You have probably heard it all before. Sometime in the Nineties the people’s game was hijacked by the middle classes who then proceeded to price poor fans out of the market, sucked the atmosphere out of the stadiums and transformed football into the Sky-funded leviathan it is today.

The Sky revolution had a massive impact on the game but the catalyst for it can be traced back to two pivotal events which took place almost two decades ago. Firstly, go back to April 1989 and the Hillsborough Disaster which in turn led to the Taylor Report. The recommendations from this have meant that many new grounds have been built or old ones have been altered beyond all recognition. Just over a year after the tragedy and it was the turn of Italia ‘90. England’s unexpectedly good performance there helped give a much broader fan base to a game that had been struggling to come to terms with itself since the exclusion of our clubs post-Heysel in 1985. The sublime skills of Gazza and the all-round performance of the team meant that, for once, English football was making headlines for all the right reasons.

Six years later and Euro ‘96 provided the bookend to a period in which the game had belatedly caught up with the back end of the Twentieth Century and had almost reached its zenith in terms of mass appeal. During this time the Premier League was born, football was re-invented and repackaged via the aforementioned Sky and the success of books like Nick Hornby’s Fever Pitch hinted at the gentrification of a pastime which had been embraced largely by the working classes since the moment it broke free from its English public school origins in the nineteenth century. So, was football stolen from its rightful custodians? And has the game been drastically altered for the worse as a result of that theft? I’m not so sure. Think back to the various stages of the expansion of the Champions League and all the fears that were mooted along the way. Domestic football was set to suffer, with the League and FA Cups being the major victims. But those fears have turned out to be largely unfounded with the major clubs not only taking the FA Cup as seriously as ever but also attaching a new found importance to the League Cup. The Carling Cup finals of recent years bare witness to this.

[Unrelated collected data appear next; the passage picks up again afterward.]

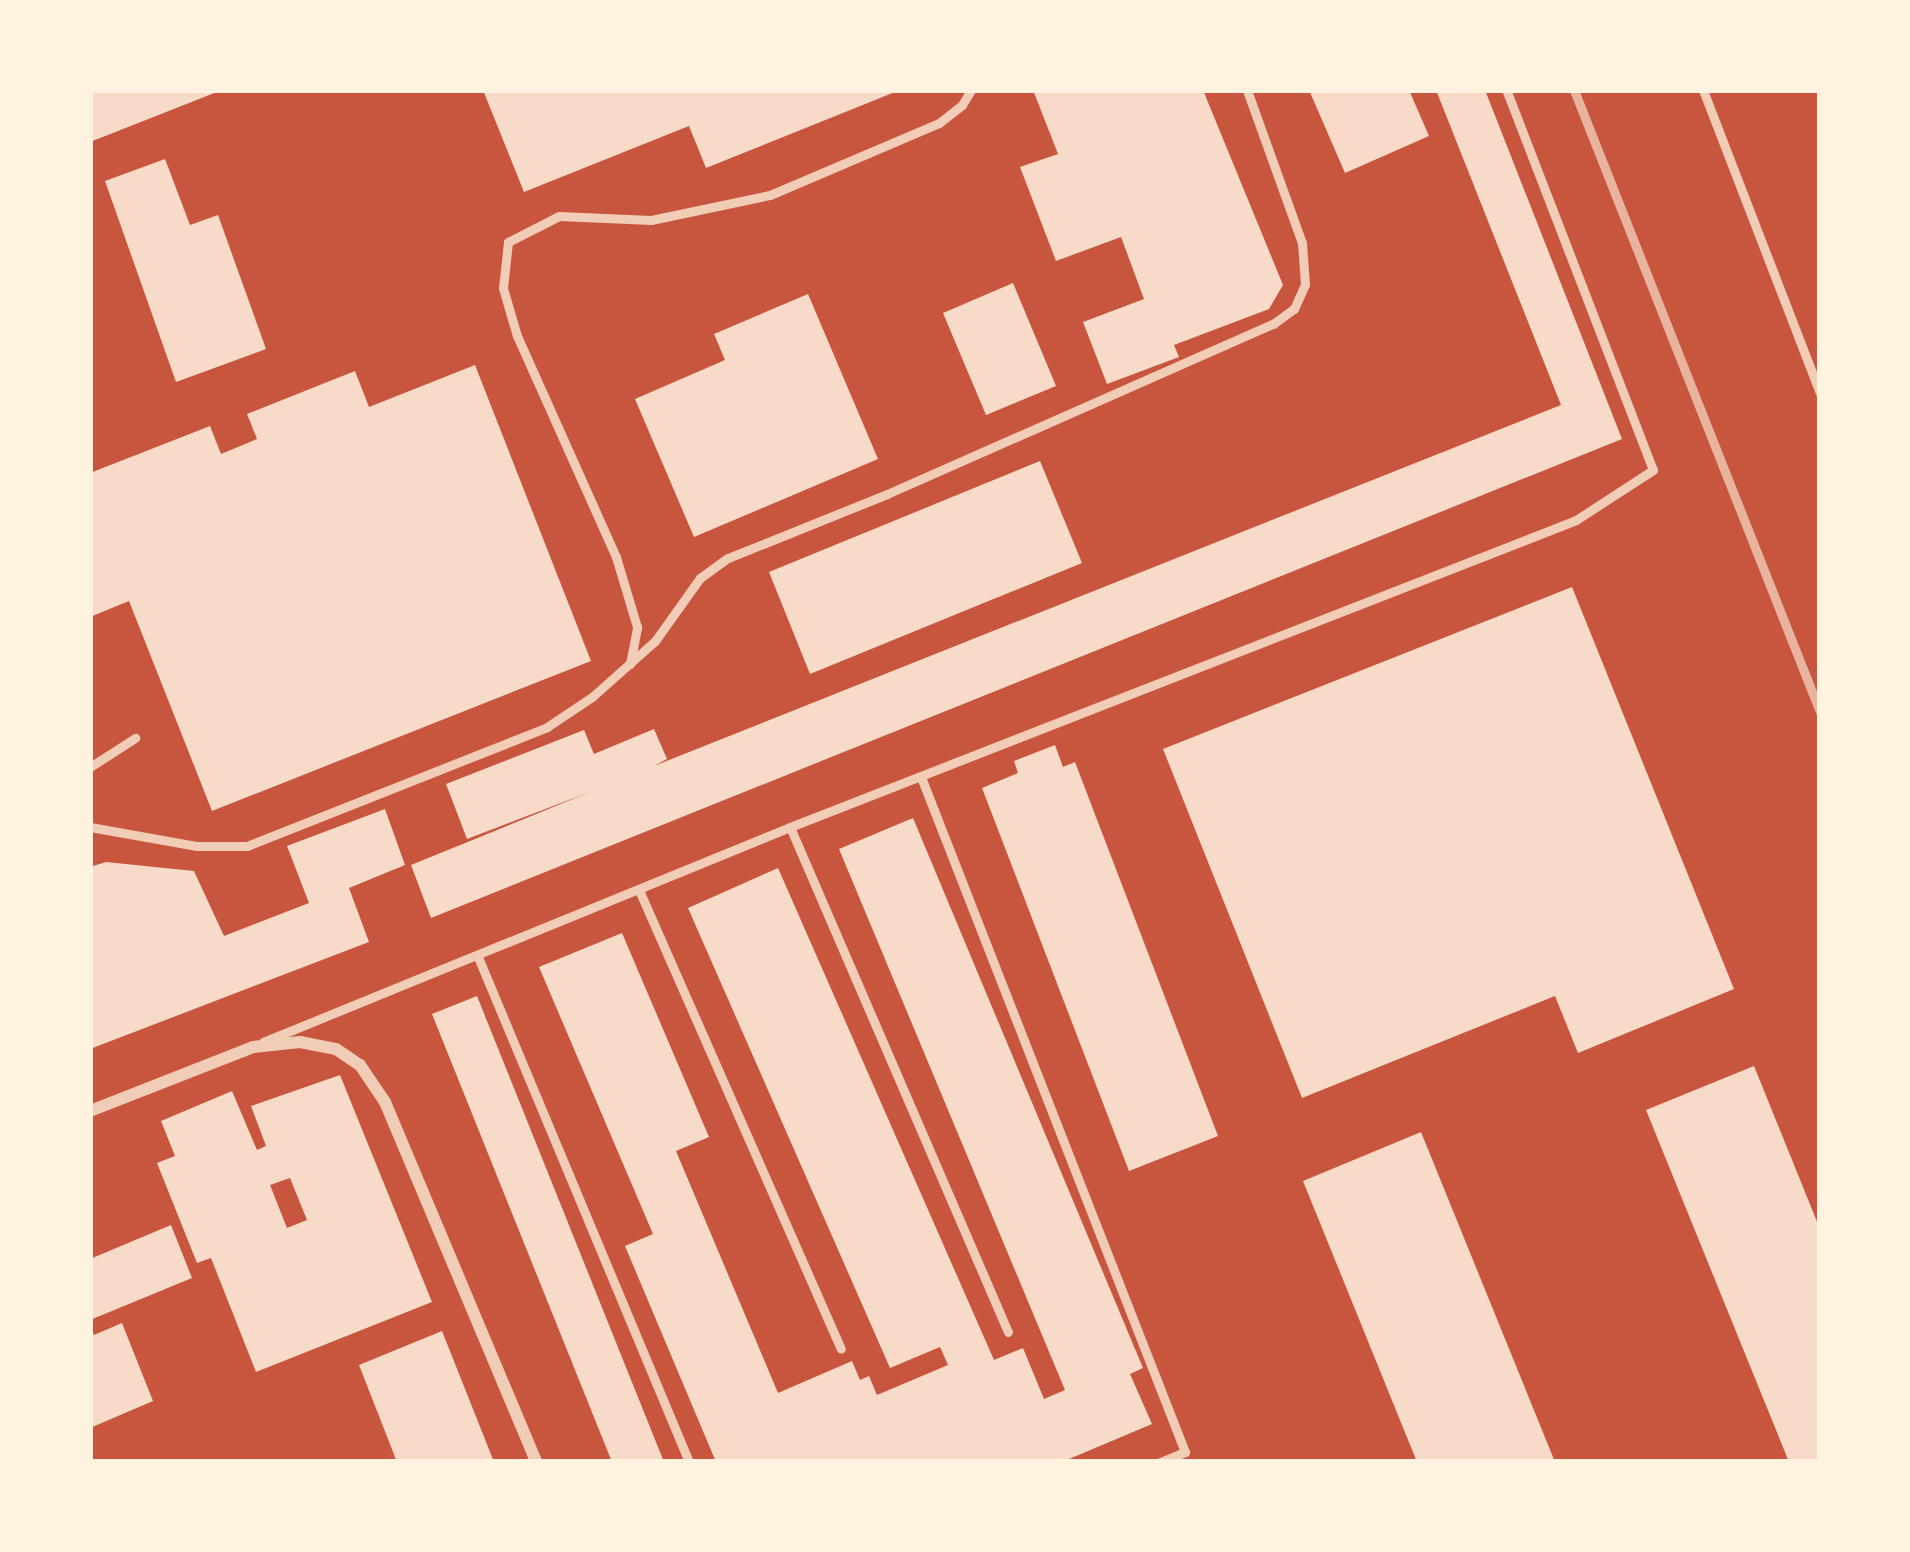 <!DOCTYPE html>
<html>
<head>
<meta charset="utf-8">
<style>
	body { margin:0 }
	#map { position:relative; width:1910px; height:1552px; overflow:hidden; background:#c8553d; font-family:"Nunito Sans",sans-serif }
	div>[style] { position:absolute }
	.building>* { inset:0; background:#f7dbc8 }
	.service>* { height:9px; margin:-4.5px; padding:0 4.5px; transform-origin:4.5px; border-radius:4.5px; background:#f1ccb7 }
	.minor>* { height:12px; margin:-6px; padding:0 6px; transform-origin:6px; border-radius:6px; background:#f1ccb7 }
	.rail>* { height:9px; margin:-4.5px; padding:0 4.5px; transform-origin:4.5px; border-radius:4.5px; background:#e9b49f }
	span { translate:-50% -50%; white-space:nowrap; text-align:center; line-height:1.15; -webkit-text-stroke:9px #fff3e0; paint-order:stroke }
	.frame { position:absolute; inset:0; border:93px solid #fff3e0; pointer-events:none }
</style>
</head>
<body>
<div id="map">
	<div class="building">
		<div style="clip-path:polygon(90px 90px,222px 90px,90px 142px)"></div>
		<div style="clip-path:polygon(483px 90px,900px 90px,706px 168px,689px 126px,524px 192px)"></div>
		<div style="clip-path:polygon(1033px 90px,1203px 90px,1283px 285px,1269px 309px,1174px 345px,1179px 357px,1107px 384px,1083px 322px,1144px 299px,1121px 237px,1056px 261px,1020px 167px,1058px 154px)"></div>
		<div style="clip-path:polygon(1309px 90px,1409px 90px,1429px 136px,1345px 173px)"></div>
		<div style="clip-path:polygon(1436px 90px,1485px 90px,1622px 439px,431px 918px,411px 865px,590px 792px,467px 839px,446px 784px,584px 730px,594px 754px,654px 729px,667px 759px,654px 766px,1561px 405px)"></div>
		<div style="clip-path:polygon(165px 159px,190px 225px,218px 215px,266px 349px,176px 382px,105px 181px)"></div>
		<div style="clip-path:polygon(1013px 283px,1056px 386px,986px 415px,943px 313px)"></div>
		<div style="clip-path:polygon(808px 294px,878px 459px,694px 537px,635px 399px,725px 360px,714px 334px)"></div>
		<div style="clip-path:polygon(475px 365px,591px 661px,212px 811px,129px 601px,90px 617px,90px 473px,210px 426px,221px 454px,257px 439px,247px 414px,355px 371px,369px 407px)"></div>
		<div style="clip-path:polygon(1040px 461px,1082px 563px,810px 674px,769px 572px)"></div>
		<div style="clip-path:polygon(1572px 587px,1734px 989px,1578px 1053px,1555px 996px,1302px 1098px,1163px 749px)"></div>
		<div style="clip-path:polygon(1055px 745px,1063px 767px,1075px 762px,1218px 1136px,1129px 1171px,982px 788px,1018px 773px,1014px 761px)"></div>
		<div style="clip-path:polygon(385px 809px,405px 865px,349px 888px,369px 942px,90px 1049px,90px 867px,106px 862px,194px 871px,224px 936px,309px 903px,287px 846px)"></div>
		<div style="clip-path:polygon(913px 818px,1143px 1368px,1130px 1374px,1152px 1424px,1062px 1462px,716px 1462px,625px 1246px,653px 1234px,539px 967px,622px 933px,709px 1137px,676px 1151px,778px 1393px,852px 1361px,860px 1380px,869px 1376px,877px 1395px,948px 1365px,940px 1347px,890px 1368px,688px 908px,778px 868px,994px 1360px,1023px 1348px,1044px 1399px,1065px 1390px,839px 849px)"></div>
		<div style="clip-path:polygon(477px 996px,664px 1462px,612px 1462px,432px 1014px)"></div>
		<div style="clip-path:polygon(1754px 1066px,1820px 1229px,1820px 1462px,1789px 1462px,1646px 1110px)"></div>
		<div style="clip-path:polygon(evenodd,340px 1075px,432px 1302px,256px 1372px,211px 1258px,197px 1263px,157px 1163px,175px 1156px,161px 1121px,232px 1091px,257px 1150px,266px 1146px,251px 1106px,340px 1075px,290px 1178px,307px 1220px,287px 1228px,270px 1185px,290px 1178px)"></div>
		<div style="clip-path:polygon(1421px 1132px,1555px 1462px,1417px 1462px,1303px 1181px)"></div>
		<div style="clip-path:polygon(171px 1225px,192px 1278px,90px 1320px,90px 1259px)"></div>
		<div style="clip-path:polygon(122px 1323px,153px 1401px,90px 1428px,90px 1326px,94px 1335px)"></div>
		<div style="clip-path:polygon(442px 1331px,494px 1462px,397px 1462px,359px 1365px)"></div>
	</div>
	<div class="service">
		<div style="left:1703px;top:90px;width:325px;rotate:68.9deg"></div>
		<div style="left:630px;top:664px;width:38px;rotate:-79deg"></div>
		<div style="left:637px;top:627px;width:73px;rotate:-106.7deg"></div>
		<div style="left:616px;top:557px;width:242px;rotate:-114.1deg"></div>
		<div style="left:517px;top:336px;width:50px;rotate:-106.3deg"></div>
		<div style="left:503px;top:288px;width:46px;rotate:-83.8deg"></div>
		<div style="left:508px;top:242px;width:57px;rotate:-27deg"></div>
		<div style="left:559px;top:216px;width:92px;rotate:2.5deg"></div>
		<div style="left:651px;top:220px;width:122px;rotate:-11.9deg"></div>
		<div style="left:770px;top:195px;width:184px;rotate:-23.1deg"></div>
		<div style="left:939px;top:123px;width:29px;rotate:-38deg"></div>
		<div style="left:962px;top:105px;width:17px;rotate:-59deg"></div>
		<div style="left:90px;top:767px;width:54px;rotate:-32.8deg"></div>
		<div style="left:921px;top:777px;width:725px;rotate:68.64deg"></div>
		<div style="left:1185px;top:1452px;width:27px;rotate:158deg"></div>
		<div style="left:90px;top:827px;width:109px;rotate:10.1deg"></div>
		<div style="left:197px;top:846px;width:50px"></div>
		<div style="left:247px;top:846px;width:323px;rotate:-21.6deg"></div>
		<div style="left:547px;top:727px;width:54px;rotate:-33.7deg"></div>
		<div style="left:592px;top:697px;width:84px;rotate:-41.6deg"></div>
		<div style="left:655px;top:641px;width:77px;rotate:-54.5deg"></div>
		<div style="left:700px;top:578px;width:34px;rotate:-36deg"></div>
		<div style="left:728px;top:558px;width:171px;rotate:-21.9deg"></div>
		<div style="left:887px;top:494px;width:422px;rotate:-23.8deg"></div>
		<div style="left:1273px;top:324px;width:26px;rotate:-36deg"></div>
		<div style="left:1294px;top:309px;width:27px;rotate:-66deg"></div>
		<div style="left:1305px;top:284px;width:41px;rotate:-94.2deg"></div>
		<div style="left:1302px;top:243px;width:163px;rotate:-109.8deg"></div>
		<div style="left:790px;top:827px;width:550px;rotate:66.65deg"></div>
		<div style="left:639px;top:890px;width:501px;rotate:66.25deg"></div>
		<div style="left:478px;top:957px;width:547px;rotate:67.32deg"></div>
		<div style="left:263px;top:1042px;width:569px;rotate:-22.19deg"></div>
		<div style="left:790px;top:827px;width:844px;rotate:-21.33deg"></div>
		<div style="left:1576px;top:520px;width:92px;rotate:-33deg"></div>
		<div style="left:1653px;top:470px;width:407px;rotate:-111.1deg"></div>
	</div>
	<div class="minor">
		<div style="left:90px;top:1111px;width:175px;rotate:-21.4deg"></div>
		<div style="left:253px;top:1047px;width:47px;rotate:-6.1deg"></div>
		<div style="left:300px;top:1042px;width:37px;rotate:11deg"></div>
		<div style="left:336px;top:1049px;width:29px;rotate:34deg"></div>
		<div style="left:360px;top:1065px;width:45px;rotate:56deg"></div>
		<div style="left:385px;top:1102px;width:390px;rotate:67.2deg"></div>
	</div>
	<div class="rail">
		<div style="left:1574px;top:90px;width:669px;rotate:68.42deg"></div>
	</div>
	<div class="frame"></div>
</div>
</body>
</html>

I agree with those that point to some of the ills that are prevalent in the modern game. In a lot of grounds, not least St. James’ Park, young fans have difficulty in affording tickets for games. Something needs to be done about this by the clubs, if only for selfish reasons, to ensure that the next generation of supporter will come through the turnstiles. The rise of the corporate ‘fan’, often perceived as being more concerned with the free buffet on offer than the game they are attending, is also something that many find hard to accept. Moreover, there are too many live games on television and there is a justifiable feeling that this will lead to a backlash (if it hasn’t done so already). And of course that is to mention nothing of average Premiership squad players earning more in a fortnight than most fans earn in a year. This last point hints at possibly the greatest crisis currently facing fooball, with nowhere near enough of the money being poured into the game finding its way down to football at grassroots level.

These downsides are mainly borne out of the need to by each club to generate as much revenue as possible though, with being successful on the pitch never having been so directly linked to this. And football in this country had to change. Ignoring the problems caused by the archaic stadiums and the draconian treatment of the ‘English disease’ had come home to roost with tragic consequences. And would anyone really want it to go back to the way it was? Yes, many of us do miss the atmosphere which is now often lacking, but look at the situation in Italy, where grounds that were brand new or revamped for Italia ‘90 have now been allowed to fall into disrepair. Couple this with the policing of matches there, which is nothing short of a disgrace, and you have a recipe for disaster as this season has demonstrated.

So, for all the rights and wrongs of the current era, football is still the one sport that captures the imagination more than any other. It may no longer be the preserve of the young working class male but, in some ways at least, that is a good thing. Cast your mind back to the Eighties and the case of Bobby Moore, arguably England’s greatest ever player. His stock had fallen so far that he was reduced to writing columns for the recently launched, and universally derided, Daily Sport. Compare that now with the way in which he is (albeit posthumously) celebrated by his statue taking pride of place at the new Wembley and how, in recent years, he has once again had bestowed upon him the iconic status that a national hero of his ilk deserves. This suggests to me a change in the position of football in the collective national consciousness in the last twenty years or so. We are all allowed to feel we can be fans now and that can only be a good thing for the long term future of the sport in this country.